Prompt
Copy each line containing "lineWidth" from the listing below.
============================================================
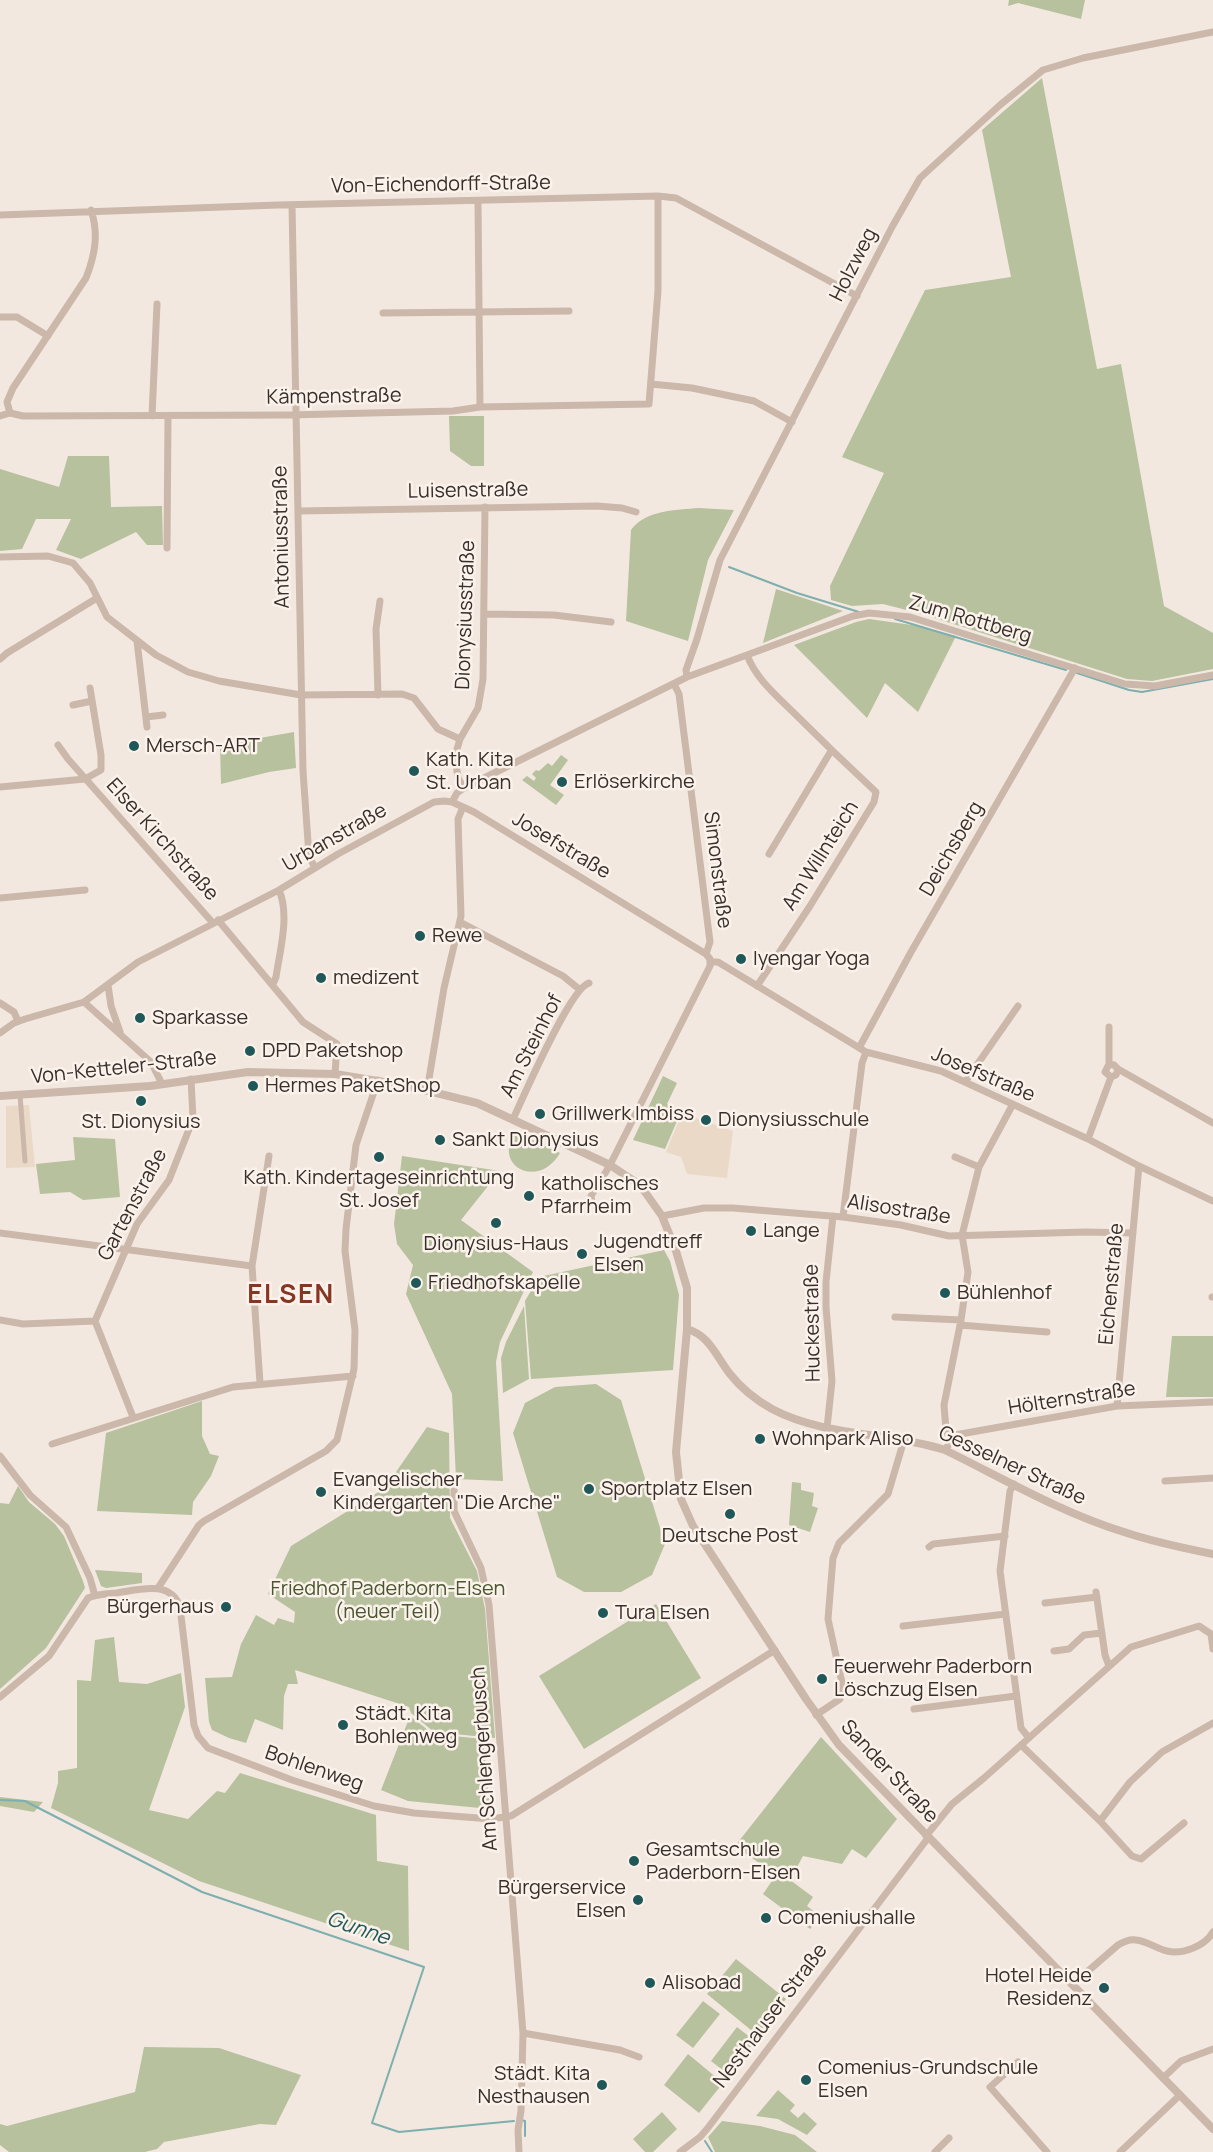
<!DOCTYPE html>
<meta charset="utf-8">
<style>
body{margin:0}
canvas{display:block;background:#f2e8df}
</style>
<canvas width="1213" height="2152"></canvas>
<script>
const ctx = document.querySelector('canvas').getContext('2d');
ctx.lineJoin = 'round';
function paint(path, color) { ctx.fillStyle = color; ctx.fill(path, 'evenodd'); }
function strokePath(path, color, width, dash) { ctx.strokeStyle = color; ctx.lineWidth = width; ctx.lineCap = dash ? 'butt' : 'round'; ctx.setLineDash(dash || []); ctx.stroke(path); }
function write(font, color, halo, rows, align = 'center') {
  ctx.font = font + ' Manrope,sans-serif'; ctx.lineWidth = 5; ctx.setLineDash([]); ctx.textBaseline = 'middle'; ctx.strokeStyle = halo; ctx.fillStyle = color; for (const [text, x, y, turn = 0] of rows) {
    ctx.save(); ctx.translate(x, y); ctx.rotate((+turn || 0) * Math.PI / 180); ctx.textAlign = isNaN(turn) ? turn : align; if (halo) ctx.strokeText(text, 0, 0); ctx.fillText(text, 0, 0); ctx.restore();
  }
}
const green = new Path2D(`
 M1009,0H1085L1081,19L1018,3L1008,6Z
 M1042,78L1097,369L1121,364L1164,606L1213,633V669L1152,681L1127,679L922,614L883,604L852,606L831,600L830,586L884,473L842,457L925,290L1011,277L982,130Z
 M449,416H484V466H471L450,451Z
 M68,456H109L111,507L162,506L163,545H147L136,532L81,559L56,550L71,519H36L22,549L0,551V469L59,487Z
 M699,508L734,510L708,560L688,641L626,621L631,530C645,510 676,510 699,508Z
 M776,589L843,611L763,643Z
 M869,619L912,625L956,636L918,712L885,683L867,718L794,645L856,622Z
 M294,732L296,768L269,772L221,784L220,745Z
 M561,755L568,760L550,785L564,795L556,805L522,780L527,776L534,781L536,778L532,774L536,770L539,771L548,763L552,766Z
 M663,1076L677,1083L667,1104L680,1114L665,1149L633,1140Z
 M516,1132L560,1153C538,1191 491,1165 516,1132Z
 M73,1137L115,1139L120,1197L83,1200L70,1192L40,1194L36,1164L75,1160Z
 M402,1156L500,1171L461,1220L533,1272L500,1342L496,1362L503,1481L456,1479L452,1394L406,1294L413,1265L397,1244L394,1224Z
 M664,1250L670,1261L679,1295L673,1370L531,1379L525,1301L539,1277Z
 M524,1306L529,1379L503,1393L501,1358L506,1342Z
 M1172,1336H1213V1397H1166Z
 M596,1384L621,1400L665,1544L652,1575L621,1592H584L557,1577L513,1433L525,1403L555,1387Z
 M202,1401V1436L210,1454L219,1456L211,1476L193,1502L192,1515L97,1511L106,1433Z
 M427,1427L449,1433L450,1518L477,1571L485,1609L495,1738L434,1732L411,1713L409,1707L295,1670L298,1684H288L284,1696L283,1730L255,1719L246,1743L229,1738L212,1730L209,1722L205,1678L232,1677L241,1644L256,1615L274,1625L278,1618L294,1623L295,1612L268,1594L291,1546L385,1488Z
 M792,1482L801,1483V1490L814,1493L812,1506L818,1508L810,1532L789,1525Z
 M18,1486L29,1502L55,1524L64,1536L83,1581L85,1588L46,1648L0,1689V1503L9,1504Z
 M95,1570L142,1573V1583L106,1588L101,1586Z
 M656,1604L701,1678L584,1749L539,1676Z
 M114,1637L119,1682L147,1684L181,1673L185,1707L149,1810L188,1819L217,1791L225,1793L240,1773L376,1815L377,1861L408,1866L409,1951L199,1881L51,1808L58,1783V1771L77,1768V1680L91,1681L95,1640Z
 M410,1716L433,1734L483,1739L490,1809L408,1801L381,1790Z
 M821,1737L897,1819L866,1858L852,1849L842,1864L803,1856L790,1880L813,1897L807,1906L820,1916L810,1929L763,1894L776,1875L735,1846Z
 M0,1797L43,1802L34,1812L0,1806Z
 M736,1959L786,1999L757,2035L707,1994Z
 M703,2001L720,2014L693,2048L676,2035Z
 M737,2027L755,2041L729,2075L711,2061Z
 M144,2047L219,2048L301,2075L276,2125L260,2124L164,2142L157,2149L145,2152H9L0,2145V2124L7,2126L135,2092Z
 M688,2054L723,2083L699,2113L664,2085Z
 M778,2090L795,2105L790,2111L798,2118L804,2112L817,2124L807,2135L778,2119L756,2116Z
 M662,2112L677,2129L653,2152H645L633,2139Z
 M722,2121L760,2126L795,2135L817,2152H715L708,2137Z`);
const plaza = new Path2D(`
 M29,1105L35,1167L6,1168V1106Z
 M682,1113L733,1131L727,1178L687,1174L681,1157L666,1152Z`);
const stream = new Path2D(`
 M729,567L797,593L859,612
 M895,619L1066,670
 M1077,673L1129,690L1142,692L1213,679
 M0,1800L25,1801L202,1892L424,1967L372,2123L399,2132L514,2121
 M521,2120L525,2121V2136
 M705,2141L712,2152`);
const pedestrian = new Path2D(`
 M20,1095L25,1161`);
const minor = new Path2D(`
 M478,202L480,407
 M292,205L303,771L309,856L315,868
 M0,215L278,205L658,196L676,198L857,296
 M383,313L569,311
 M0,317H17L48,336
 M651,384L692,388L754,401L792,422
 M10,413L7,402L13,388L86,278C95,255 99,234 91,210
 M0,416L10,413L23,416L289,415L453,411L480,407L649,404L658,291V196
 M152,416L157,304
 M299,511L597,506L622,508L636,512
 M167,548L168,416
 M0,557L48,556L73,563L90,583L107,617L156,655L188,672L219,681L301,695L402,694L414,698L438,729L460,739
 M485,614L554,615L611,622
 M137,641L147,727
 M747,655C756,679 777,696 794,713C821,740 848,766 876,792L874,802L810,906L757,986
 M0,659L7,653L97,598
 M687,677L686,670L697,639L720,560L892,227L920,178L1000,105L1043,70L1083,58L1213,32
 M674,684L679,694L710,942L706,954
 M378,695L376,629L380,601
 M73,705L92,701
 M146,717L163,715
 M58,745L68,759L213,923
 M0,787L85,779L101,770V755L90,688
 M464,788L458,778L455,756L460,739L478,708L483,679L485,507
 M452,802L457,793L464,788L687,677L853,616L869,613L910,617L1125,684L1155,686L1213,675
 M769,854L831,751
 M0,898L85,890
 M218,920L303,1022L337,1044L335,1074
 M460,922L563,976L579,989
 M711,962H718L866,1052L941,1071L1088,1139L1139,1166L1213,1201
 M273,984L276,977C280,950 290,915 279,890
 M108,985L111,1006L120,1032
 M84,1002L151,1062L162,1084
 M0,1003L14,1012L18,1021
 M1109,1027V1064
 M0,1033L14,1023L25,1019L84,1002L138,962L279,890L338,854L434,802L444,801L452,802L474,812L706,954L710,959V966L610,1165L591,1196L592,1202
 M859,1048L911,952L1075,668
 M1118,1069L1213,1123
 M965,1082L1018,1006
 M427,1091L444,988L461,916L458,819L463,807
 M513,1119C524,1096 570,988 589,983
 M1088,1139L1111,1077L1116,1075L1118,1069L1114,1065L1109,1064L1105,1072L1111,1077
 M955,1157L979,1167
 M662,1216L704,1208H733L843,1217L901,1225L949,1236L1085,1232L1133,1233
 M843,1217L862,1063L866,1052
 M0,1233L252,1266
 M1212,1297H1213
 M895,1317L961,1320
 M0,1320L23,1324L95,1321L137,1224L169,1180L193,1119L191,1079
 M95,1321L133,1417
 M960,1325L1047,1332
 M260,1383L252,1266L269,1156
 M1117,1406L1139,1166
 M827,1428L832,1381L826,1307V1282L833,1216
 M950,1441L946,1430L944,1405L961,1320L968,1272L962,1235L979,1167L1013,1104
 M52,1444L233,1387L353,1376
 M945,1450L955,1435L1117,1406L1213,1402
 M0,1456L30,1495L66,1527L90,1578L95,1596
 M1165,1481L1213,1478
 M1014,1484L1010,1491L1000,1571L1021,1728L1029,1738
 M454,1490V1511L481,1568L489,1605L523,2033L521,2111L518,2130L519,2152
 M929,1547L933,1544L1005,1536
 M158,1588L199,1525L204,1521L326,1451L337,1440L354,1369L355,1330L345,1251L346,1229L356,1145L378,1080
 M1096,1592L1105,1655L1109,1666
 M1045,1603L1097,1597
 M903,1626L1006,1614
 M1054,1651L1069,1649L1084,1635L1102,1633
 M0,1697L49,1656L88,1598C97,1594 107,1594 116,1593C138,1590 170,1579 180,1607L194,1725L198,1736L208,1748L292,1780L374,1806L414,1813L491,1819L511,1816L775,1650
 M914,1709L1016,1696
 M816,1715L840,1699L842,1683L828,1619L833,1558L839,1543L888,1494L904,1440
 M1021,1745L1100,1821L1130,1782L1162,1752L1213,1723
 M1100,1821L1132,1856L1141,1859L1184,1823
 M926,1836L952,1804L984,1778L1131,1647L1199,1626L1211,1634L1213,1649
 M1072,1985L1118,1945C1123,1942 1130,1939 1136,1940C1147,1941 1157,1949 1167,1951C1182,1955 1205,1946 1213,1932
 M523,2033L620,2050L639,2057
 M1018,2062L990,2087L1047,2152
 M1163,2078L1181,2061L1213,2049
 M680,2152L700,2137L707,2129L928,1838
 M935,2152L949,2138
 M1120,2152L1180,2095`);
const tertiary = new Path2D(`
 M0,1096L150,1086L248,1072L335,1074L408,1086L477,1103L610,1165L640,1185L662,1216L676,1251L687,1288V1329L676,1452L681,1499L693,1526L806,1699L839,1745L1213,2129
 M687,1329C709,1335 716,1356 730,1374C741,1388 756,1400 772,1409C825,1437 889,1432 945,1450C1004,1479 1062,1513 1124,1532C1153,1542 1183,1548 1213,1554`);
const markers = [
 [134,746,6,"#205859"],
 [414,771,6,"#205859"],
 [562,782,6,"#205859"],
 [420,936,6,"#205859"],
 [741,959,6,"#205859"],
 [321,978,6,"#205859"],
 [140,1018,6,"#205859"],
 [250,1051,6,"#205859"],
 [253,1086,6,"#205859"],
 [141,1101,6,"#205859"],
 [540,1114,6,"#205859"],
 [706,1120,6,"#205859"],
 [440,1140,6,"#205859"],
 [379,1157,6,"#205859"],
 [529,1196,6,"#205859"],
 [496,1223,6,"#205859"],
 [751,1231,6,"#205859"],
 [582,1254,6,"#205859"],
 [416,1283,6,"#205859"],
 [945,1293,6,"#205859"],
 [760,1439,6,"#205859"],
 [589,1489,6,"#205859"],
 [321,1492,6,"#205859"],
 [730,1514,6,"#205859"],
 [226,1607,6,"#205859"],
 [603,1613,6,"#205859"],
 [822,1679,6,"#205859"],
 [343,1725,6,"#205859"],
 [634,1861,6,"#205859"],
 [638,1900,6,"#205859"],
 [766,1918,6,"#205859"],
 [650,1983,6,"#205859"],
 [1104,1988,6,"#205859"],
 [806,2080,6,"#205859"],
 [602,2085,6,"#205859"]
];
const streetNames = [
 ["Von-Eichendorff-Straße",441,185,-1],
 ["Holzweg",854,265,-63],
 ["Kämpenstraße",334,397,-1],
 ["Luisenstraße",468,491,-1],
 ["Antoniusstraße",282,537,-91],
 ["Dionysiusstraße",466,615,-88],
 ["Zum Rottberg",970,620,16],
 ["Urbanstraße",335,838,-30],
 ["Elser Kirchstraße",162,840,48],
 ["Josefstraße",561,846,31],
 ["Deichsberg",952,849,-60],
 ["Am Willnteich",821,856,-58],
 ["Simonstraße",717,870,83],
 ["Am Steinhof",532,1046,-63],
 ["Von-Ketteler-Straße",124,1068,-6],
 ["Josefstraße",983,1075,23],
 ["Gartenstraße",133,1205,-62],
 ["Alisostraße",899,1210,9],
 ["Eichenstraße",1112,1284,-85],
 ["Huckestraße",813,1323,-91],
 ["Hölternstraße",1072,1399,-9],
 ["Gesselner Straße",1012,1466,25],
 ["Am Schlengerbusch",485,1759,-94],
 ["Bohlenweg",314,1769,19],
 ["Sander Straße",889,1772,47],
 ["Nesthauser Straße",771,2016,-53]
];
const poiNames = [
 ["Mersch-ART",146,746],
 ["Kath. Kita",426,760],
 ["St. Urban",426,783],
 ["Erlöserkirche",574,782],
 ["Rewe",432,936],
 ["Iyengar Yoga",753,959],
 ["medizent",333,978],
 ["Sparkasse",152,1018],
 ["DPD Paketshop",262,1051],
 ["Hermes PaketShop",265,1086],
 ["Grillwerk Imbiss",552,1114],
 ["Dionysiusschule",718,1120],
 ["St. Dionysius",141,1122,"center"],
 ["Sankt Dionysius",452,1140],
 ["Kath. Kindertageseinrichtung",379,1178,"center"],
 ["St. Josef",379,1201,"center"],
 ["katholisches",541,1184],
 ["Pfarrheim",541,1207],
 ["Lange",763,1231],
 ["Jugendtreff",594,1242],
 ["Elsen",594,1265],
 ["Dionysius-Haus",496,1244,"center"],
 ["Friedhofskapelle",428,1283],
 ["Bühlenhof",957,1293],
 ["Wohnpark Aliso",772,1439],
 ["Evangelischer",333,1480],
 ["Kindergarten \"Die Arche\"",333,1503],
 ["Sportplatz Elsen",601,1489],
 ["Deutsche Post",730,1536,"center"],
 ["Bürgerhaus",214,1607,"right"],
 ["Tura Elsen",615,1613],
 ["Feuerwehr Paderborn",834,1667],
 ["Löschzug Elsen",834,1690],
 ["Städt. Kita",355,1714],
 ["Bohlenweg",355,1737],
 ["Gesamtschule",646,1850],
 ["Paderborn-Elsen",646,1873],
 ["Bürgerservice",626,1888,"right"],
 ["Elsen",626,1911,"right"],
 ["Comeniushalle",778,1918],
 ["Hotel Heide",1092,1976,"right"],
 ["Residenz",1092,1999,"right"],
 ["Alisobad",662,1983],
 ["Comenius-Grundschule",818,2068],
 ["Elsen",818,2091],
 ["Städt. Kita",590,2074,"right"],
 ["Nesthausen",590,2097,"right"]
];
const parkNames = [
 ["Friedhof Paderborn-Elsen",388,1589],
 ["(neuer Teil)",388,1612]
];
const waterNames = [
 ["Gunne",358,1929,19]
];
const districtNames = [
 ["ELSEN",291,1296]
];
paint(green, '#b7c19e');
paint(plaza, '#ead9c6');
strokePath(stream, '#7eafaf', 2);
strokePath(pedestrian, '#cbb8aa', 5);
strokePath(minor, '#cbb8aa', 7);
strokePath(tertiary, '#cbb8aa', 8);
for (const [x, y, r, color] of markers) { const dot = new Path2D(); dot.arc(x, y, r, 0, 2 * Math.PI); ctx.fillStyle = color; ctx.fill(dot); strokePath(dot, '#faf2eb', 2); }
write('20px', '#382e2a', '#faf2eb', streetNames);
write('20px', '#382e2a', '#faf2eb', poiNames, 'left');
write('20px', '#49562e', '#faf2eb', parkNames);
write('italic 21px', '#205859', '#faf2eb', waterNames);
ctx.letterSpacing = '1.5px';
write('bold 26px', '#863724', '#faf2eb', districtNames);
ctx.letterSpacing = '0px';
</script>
============================================================
Response to this exercise
function strokePath(path, color, width, dash) { ctx.strokeStyle = color; ctx.lineWidth = width; ctx.lineCap = dash ? 'butt' : 'round'; ctx.setLineDash(dash || []); ctx.stroke(path); }
  ctx.font = font + ' Manrope,sans-serif'; ctx.lineWidth = 5; ctx.setLineDash([]); ctx.textBaseline = 'middle'; ctx.strokeStyle = halo; ctx.fillStyle = color; for (const [text, x, y, turn = 0] of rows) {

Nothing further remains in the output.